• **Task details**
Search the material for "JSON" and copy each line in which it is found.
*** Task data Section Begins ***
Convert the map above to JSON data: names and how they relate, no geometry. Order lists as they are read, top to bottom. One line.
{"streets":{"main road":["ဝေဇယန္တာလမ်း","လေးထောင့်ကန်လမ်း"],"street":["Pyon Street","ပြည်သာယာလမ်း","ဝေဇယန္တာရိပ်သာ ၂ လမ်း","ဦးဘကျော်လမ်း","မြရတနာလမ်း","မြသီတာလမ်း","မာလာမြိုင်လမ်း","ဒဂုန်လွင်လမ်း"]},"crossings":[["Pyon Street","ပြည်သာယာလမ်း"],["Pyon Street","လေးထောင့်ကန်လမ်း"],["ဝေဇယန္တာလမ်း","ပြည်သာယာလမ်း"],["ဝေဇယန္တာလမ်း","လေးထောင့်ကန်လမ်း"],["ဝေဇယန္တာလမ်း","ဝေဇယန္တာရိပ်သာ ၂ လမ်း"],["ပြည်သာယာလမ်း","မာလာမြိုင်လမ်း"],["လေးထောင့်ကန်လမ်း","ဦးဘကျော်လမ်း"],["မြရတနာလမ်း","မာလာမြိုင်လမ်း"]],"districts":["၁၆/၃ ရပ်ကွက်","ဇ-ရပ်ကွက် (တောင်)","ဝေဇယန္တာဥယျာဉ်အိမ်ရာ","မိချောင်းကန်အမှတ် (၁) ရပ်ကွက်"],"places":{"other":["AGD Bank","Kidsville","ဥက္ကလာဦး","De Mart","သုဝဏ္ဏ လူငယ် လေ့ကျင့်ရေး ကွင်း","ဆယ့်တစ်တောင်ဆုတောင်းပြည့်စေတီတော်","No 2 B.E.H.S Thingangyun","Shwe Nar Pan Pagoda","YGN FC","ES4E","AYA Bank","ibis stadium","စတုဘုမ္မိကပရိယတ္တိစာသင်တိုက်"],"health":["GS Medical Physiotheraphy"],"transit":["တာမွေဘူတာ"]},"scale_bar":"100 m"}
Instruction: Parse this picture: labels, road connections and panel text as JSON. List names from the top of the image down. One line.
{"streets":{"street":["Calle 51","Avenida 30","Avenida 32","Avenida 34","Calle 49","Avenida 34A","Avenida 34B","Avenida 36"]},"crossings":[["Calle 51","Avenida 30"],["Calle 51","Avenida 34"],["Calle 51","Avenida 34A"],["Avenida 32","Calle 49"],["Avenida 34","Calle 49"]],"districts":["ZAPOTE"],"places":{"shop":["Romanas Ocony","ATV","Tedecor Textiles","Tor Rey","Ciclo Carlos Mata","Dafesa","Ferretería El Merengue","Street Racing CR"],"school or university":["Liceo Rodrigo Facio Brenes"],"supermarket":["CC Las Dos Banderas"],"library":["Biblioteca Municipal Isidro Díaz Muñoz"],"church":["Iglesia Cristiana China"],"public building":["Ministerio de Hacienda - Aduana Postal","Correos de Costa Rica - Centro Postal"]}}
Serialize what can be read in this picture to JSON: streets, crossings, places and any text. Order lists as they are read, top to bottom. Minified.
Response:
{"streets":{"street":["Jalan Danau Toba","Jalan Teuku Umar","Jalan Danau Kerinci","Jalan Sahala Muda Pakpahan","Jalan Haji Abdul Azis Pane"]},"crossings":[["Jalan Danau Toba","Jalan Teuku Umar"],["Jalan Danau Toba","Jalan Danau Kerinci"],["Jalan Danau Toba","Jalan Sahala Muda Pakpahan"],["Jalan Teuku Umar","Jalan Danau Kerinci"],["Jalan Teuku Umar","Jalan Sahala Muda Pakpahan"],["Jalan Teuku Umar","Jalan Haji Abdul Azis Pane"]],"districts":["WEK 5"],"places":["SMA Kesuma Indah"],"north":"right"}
*** Task data Section Ends ***
• **Completed task**
Convert the map above to JSON data: names and how they relate, no geometry. Order lists as they are read, top to bottom. One line.
Instruction: Parse this picture: labels, road connections and panel text as JSON. List names from the top of the image down. One line.
Serialize what can be read in this picture to JSON: streets, crossings, places and any text. Order lists as they are read, top to bottom. Minified.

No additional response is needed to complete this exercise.